La famille est un joyau pour l’écriture. C’est le lieu de toutes les folies, de toutes les impatiences. On se permet en famille tout ce qui n’est pas permis à l’extérieur, où les rapports sociétaux sont plus policés.

Tout commentaire sur ce que je fais est parasitaire. La littérature n’est pas la vie courante, toutes les ambiguïtés et les contradictions sont maintenues à bonne échelle. On ne dévoile pas des vérités, on les suggère ou on les laisse à l’interprétation.

C’est une question sans fin la littérature. Si derrière on passe pour exprimer le sens, on redonne quelque chose de compact au lecteur. Les seules fois où j’ai donné quelques des clés sur les livres que j’ai écrit, non seulement j’ai pensé que je m’étais trompée, mais j’ai eu le sentiment de les rétrécir et je m’en suis beaucoup voulue.

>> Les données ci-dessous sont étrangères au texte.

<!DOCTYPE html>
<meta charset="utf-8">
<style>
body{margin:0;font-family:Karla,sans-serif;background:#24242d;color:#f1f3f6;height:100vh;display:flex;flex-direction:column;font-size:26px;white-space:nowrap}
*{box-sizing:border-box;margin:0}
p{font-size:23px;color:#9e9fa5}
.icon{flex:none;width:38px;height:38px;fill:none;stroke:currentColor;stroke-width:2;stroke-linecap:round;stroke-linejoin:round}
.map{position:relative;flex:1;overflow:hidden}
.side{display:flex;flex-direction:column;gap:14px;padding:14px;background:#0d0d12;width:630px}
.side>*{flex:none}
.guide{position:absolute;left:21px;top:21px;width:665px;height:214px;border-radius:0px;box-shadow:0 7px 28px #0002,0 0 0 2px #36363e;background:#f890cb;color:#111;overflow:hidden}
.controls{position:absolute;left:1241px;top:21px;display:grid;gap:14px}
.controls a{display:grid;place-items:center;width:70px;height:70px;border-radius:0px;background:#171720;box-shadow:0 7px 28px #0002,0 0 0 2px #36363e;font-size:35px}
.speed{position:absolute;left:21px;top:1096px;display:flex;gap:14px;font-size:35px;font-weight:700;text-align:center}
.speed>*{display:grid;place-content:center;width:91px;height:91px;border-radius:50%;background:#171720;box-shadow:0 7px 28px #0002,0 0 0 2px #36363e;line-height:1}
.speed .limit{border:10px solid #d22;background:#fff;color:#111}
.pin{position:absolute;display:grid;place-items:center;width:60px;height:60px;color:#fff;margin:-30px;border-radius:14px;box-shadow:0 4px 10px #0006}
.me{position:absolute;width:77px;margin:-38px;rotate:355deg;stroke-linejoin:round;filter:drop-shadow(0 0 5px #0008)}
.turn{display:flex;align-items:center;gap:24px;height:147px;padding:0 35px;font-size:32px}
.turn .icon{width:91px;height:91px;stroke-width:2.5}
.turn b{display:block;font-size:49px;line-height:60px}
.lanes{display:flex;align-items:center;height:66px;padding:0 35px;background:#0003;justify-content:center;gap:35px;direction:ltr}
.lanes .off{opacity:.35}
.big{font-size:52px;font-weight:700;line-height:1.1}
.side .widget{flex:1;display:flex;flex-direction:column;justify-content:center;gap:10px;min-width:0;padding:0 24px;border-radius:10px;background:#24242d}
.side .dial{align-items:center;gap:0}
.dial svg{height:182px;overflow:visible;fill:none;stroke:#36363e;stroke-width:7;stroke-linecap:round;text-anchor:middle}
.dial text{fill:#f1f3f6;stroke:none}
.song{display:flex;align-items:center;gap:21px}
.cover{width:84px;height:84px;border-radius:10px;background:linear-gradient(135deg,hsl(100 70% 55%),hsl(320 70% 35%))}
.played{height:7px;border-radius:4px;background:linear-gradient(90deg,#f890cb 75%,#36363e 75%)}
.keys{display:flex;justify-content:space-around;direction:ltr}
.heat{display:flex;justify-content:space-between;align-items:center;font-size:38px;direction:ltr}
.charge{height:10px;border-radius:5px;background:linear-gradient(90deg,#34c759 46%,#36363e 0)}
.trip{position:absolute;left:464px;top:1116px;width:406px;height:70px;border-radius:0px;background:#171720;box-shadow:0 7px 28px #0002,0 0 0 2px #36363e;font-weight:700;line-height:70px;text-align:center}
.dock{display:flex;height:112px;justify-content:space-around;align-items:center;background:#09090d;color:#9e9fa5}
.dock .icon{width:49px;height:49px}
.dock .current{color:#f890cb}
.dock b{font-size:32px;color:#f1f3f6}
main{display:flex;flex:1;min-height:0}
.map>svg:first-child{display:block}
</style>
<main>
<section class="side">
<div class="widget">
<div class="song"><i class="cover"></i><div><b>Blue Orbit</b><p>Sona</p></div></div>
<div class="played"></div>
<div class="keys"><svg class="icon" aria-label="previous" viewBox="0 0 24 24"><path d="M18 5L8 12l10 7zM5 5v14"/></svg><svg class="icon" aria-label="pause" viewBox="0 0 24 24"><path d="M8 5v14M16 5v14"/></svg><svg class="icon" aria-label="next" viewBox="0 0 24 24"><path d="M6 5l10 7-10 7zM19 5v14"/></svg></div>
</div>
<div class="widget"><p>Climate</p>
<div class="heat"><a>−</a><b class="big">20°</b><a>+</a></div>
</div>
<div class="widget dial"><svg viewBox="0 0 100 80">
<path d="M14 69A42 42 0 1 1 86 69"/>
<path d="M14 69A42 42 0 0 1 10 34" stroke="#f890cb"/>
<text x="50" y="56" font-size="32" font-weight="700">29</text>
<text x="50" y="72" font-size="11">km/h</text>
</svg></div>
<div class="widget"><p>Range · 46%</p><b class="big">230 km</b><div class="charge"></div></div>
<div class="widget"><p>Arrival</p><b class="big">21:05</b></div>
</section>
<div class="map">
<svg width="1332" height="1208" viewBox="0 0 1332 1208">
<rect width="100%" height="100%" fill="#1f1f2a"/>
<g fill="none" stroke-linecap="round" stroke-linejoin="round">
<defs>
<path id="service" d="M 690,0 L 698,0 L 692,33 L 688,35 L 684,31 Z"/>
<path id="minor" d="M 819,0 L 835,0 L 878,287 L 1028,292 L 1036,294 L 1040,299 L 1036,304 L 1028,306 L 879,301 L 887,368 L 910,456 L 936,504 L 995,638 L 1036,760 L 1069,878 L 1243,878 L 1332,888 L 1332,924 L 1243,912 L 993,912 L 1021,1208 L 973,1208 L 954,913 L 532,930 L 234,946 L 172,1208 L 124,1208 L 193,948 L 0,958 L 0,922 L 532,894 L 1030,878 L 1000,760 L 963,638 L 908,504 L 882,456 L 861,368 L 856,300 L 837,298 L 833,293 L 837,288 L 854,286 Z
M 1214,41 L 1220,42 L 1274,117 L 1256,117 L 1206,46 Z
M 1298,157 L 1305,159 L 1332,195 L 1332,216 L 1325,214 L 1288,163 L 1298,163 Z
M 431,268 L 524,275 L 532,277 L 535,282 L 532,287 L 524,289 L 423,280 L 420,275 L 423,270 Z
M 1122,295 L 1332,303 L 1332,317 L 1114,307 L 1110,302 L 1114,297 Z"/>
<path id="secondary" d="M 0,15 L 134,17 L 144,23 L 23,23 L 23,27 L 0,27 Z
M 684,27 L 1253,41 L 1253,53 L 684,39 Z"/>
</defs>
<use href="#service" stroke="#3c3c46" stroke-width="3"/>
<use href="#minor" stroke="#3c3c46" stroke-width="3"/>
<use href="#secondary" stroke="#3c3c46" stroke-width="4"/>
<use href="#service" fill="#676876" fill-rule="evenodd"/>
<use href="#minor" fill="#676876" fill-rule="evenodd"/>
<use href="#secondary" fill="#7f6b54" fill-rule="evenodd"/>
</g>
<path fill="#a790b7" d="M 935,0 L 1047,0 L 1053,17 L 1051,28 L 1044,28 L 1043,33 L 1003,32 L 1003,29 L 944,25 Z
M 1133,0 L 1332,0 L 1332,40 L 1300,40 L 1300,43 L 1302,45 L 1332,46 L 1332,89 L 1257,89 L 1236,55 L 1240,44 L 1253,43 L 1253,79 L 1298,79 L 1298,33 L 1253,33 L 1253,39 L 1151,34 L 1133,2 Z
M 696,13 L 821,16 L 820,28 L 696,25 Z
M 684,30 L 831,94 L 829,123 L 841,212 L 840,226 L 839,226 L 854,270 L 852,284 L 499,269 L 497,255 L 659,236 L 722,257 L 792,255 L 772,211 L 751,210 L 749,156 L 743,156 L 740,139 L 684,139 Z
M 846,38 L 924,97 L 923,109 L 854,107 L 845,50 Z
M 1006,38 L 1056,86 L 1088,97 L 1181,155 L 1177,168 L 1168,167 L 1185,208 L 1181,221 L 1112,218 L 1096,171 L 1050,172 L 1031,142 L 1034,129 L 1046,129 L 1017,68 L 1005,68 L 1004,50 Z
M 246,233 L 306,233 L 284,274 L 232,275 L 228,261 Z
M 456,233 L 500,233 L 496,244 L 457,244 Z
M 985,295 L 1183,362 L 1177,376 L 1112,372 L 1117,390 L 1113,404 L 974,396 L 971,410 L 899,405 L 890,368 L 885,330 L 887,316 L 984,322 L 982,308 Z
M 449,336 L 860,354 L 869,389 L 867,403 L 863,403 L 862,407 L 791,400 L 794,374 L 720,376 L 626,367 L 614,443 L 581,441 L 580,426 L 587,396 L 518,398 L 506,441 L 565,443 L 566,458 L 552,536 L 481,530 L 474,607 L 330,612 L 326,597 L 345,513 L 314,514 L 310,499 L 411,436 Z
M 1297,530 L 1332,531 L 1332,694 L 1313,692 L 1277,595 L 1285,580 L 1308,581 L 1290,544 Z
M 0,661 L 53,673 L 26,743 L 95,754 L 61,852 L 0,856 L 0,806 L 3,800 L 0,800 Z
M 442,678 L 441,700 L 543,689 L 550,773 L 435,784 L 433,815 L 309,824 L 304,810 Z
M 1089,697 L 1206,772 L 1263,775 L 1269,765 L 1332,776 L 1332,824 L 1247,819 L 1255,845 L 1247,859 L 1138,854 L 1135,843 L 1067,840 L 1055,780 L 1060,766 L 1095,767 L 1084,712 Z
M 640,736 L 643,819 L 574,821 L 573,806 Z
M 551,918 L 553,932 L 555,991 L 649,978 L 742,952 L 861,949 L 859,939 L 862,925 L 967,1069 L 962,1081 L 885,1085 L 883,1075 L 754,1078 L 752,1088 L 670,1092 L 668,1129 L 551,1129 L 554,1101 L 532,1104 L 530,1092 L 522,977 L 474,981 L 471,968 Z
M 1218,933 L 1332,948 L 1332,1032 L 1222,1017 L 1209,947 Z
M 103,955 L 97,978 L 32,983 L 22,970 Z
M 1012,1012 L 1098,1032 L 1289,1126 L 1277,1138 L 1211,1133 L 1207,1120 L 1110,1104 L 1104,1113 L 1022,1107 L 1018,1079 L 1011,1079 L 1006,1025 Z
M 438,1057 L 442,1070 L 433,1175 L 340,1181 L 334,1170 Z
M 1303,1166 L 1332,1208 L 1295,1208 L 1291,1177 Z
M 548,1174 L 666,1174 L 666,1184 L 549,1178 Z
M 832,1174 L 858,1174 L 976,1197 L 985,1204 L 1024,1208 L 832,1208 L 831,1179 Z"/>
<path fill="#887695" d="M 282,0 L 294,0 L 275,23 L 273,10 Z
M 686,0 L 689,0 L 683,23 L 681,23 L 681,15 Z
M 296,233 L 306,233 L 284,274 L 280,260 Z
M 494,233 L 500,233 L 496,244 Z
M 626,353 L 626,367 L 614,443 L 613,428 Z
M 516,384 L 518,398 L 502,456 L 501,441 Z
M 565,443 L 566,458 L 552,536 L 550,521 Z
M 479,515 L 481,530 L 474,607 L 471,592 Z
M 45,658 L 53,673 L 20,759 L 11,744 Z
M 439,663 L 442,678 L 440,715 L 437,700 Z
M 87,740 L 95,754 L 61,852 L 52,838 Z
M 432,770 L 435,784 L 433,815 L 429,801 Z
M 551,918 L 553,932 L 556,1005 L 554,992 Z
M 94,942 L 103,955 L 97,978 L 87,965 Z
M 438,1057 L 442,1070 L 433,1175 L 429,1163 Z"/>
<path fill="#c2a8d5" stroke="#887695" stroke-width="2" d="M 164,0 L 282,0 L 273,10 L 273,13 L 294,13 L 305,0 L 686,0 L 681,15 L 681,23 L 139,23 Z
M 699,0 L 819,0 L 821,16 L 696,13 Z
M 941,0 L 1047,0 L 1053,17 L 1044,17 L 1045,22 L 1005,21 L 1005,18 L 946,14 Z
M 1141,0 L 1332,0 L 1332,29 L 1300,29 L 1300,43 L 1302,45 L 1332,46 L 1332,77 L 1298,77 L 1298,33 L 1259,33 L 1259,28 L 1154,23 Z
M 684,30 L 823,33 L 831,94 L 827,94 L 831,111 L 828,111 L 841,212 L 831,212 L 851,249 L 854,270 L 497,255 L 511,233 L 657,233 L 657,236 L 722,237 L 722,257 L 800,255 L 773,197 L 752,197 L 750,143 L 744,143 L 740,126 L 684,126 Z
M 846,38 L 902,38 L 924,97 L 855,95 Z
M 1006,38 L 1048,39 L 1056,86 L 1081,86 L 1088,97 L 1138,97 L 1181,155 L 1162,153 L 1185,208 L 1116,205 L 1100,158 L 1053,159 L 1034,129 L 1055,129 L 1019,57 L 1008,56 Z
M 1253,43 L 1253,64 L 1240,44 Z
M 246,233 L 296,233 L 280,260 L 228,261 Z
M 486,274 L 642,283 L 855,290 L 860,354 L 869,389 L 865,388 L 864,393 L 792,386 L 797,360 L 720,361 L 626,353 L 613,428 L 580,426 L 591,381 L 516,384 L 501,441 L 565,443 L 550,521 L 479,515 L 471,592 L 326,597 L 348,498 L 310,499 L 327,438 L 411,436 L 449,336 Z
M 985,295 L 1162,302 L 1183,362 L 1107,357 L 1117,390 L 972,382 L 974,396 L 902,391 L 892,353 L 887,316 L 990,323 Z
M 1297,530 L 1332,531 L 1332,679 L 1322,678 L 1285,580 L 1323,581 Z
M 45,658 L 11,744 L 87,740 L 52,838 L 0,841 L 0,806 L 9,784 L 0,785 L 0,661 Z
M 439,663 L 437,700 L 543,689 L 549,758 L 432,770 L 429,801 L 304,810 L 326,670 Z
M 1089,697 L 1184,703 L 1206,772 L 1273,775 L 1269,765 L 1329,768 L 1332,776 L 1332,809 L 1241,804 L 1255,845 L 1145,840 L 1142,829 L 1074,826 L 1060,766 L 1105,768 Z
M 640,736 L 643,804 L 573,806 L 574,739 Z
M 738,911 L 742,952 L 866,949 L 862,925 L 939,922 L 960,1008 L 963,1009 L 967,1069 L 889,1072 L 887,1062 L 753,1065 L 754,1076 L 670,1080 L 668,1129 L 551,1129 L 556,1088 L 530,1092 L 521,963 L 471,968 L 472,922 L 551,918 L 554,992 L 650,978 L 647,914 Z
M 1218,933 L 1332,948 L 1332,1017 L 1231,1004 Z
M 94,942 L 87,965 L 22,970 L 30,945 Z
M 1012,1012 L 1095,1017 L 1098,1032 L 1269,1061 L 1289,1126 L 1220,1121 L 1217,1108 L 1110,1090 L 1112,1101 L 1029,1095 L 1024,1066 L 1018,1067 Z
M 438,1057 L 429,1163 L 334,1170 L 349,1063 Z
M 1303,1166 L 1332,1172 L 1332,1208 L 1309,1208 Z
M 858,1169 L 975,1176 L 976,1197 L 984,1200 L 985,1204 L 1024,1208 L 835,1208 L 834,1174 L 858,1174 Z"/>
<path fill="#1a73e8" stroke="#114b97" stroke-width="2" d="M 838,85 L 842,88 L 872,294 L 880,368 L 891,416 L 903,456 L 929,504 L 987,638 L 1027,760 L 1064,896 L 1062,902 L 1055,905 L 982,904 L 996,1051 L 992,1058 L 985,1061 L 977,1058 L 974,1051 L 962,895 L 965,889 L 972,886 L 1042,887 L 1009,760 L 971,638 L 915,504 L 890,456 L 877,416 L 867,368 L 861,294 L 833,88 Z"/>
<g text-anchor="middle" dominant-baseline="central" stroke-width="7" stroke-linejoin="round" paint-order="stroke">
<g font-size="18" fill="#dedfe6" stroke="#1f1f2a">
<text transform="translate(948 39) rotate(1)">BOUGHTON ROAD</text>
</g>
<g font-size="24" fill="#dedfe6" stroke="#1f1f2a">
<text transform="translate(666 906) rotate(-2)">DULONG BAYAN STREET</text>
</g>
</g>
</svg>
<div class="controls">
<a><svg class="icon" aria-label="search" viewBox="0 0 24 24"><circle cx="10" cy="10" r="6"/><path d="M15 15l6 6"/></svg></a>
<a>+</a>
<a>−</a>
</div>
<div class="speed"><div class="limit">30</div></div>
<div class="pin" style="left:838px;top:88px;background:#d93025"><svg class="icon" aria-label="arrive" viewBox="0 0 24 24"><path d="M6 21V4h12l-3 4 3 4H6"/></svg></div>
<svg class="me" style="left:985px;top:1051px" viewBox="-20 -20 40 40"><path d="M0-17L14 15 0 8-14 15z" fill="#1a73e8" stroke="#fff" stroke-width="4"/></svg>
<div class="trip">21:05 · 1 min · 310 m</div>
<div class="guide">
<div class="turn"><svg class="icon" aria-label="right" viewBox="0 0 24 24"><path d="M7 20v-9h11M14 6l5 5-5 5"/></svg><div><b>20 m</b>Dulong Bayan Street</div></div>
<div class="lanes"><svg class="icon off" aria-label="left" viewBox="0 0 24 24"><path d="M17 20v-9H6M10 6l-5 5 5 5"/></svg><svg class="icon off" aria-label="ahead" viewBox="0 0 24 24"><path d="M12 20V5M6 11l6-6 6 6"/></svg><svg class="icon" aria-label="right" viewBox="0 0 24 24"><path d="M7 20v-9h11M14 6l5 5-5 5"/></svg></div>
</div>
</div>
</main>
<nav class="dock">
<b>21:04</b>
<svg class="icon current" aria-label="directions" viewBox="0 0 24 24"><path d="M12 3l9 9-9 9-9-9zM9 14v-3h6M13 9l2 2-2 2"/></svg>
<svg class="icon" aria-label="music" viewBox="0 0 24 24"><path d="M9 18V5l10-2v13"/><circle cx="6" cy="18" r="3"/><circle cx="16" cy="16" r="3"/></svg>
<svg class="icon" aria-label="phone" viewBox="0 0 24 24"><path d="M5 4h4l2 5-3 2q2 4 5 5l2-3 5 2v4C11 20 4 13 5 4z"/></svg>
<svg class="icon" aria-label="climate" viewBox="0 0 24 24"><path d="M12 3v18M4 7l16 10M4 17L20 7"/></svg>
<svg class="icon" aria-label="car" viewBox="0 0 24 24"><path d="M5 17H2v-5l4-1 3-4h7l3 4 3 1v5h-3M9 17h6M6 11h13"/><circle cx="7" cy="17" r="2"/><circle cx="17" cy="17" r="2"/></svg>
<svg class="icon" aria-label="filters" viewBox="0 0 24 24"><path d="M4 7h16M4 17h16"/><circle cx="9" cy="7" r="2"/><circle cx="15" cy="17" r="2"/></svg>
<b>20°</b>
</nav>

"Un monde ivre de mémoire"

Nous vivons dans un monde ivre de mémoire. Pas un jour ne se passe sans qu’il n’y ait de commémoration. Je ne comprends pas ce que cela signifie car la mémoire est neutre, elle n’a pas de fonction, pas de saveur. Je peine à comprendre le rôle qu’est censée remplir la mémoire pour empêcher aux choses du passé de se reproduire.

La mémoire sensible, émotionnelle, est fondamentale pour l’être. Mais c’est plus qu’une mémoire : c’est presque une formation génétique. Cette mémoire-là a droit de cité, elle a du sens, mais elle ne devrait pas désigner la même chose que cette chose mémorielle qu’on nous enseigne.